The entries below must be retyped in full. Keep every word the same.

*** Opening of Data shown ***

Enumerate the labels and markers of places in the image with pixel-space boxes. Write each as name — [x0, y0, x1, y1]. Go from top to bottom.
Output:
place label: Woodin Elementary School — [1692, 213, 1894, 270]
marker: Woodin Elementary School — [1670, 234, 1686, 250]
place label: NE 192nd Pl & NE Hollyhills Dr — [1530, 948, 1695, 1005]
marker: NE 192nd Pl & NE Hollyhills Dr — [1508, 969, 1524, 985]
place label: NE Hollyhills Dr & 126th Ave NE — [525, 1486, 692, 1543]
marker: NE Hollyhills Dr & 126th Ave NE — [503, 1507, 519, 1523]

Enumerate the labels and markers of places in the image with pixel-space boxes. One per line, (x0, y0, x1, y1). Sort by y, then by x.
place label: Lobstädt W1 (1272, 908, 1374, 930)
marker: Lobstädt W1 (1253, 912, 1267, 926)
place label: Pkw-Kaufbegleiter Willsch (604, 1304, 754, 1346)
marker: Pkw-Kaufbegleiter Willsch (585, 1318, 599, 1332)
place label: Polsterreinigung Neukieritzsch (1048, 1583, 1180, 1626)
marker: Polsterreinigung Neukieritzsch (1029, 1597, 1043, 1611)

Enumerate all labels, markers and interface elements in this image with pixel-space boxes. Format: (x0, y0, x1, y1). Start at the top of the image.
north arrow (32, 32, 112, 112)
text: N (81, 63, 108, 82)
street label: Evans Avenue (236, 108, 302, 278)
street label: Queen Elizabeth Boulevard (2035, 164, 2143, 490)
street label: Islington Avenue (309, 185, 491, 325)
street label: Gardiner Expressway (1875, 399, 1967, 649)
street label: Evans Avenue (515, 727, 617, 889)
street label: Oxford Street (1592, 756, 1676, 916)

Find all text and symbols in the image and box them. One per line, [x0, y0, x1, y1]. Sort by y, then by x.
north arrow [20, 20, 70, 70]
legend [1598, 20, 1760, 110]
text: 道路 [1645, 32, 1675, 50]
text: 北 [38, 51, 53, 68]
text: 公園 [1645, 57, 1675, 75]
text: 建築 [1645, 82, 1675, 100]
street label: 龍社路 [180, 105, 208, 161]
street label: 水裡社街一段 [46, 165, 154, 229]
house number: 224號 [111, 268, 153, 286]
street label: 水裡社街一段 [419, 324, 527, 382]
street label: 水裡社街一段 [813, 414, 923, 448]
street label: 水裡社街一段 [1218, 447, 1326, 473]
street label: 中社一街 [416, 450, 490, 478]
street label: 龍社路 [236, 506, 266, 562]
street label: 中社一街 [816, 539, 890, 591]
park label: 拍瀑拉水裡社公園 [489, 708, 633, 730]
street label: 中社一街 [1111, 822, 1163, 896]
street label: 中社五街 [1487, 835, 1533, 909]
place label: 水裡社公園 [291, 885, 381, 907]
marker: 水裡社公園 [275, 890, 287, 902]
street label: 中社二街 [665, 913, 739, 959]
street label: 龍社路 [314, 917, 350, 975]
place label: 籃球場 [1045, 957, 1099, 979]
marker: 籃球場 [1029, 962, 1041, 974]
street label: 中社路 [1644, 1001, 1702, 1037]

*** Close of Data shown ***

Output:
Enumerate the labels and markers of places in the image with pixel-space boxes. Write each as name — [x0, y0, x1, y1]. Go from top to bottom.
Output:
place label: Woodin Elementary School — [1692, 213, 1894, 270]
marker: Woodin Elementary School — [1670, 234, 1686, 250]
place label: NE 192nd Pl & NE Hollyhills Dr — [1530, 948, 1695, 1005]
marker: NE 192nd Pl & NE Hollyhills Dr — [1508, 969, 1524, 985]
place label: NE Hollyhills Dr & 126th Ave NE — [525, 1486, 692, 1543]
marker: NE Hollyhills Dr & 126th Ave NE — [503, 1507, 519, 1523]

Enumerate the labels and markers of places in the image with pixel-space boxes. One per line, (x0, y0, x1, y1). Sort by y, then by x.
place label: Lobstädt W1 (1272, 908, 1374, 930)
marker: Lobstädt W1 (1253, 912, 1267, 926)
place label: Pkw-Kaufbegleiter Willsch (604, 1304, 754, 1346)
marker: Pkw-Kaufbegleiter Willsch (585, 1318, 599, 1332)
place label: Polsterreinigung Neukieritzsch (1048, 1583, 1180, 1626)
marker: Polsterreinigung Neukieritzsch (1029, 1597, 1043, 1611)

Enumerate all labels, markers and interface elements in this image with pixel-space boxes. Format: (x0, y0, x1, y1). Start at the top of the image.
north arrow (32, 32, 112, 112)
text: N (81, 63, 108, 82)
street label: Evans Avenue (236, 108, 302, 278)
street label: Queen Elizabeth Boulevard (2035, 164, 2143, 490)
street label: Islington Avenue (309, 185, 491, 325)
street label: Gardiner Expressway (1875, 399, 1967, 649)
street label: Evans Avenue (515, 727, 617, 889)
street label: Oxford Street (1592, 756, 1676, 916)

Find all text and symbols in the image and box them. One per line, [x0, y0, x1, y1]. Sort by y, then by x.
north arrow [20, 20, 70, 70]
legend [1598, 20, 1760, 110]
text: 道路 [1645, 32, 1675, 50]
text: 北 [38, 51, 53, 68]
text: 公園 [1645, 57, 1675, 75]
text: 建築 [1645, 82, 1675, 100]
street label: 龍社路 [180, 105, 208, 161]
street label: 水裡社街一段 [46, 165, 154, 229]
house number: 224號 [111, 268, 153, 286]
street label: 水裡社街一段 [419, 324, 527, 382]
street label: 水裡社街一段 [813, 414, 923, 448]
street label: 水裡社街一段 [1218, 447, 1326, 473]
street label: 中社一街 [416, 450, 490, 478]
street label: 龍社路 [236, 506, 266, 562]
street label: 中社一街 [816, 539, 890, 591]
park label: 拍瀑拉水裡社公園 [489, 708, 633, 730]
street label: 中社一街 [1111, 822, 1163, 896]
street label: 中社五街 [1487, 835, 1533, 909]
place label: 水裡社公園 [291, 885, 381, 907]
marker: 水裡社公園 [275, 890, 287, 902]
street label: 中社二街 [665, 913, 739, 959]
street label: 龍社路 [314, 917, 350, 975]
place label: 籃球場 [1045, 957, 1099, 979]
marker: 籃球場 [1029, 962, 1041, 974]
street label: 中社路 [1644, 1001, 1702, 1037]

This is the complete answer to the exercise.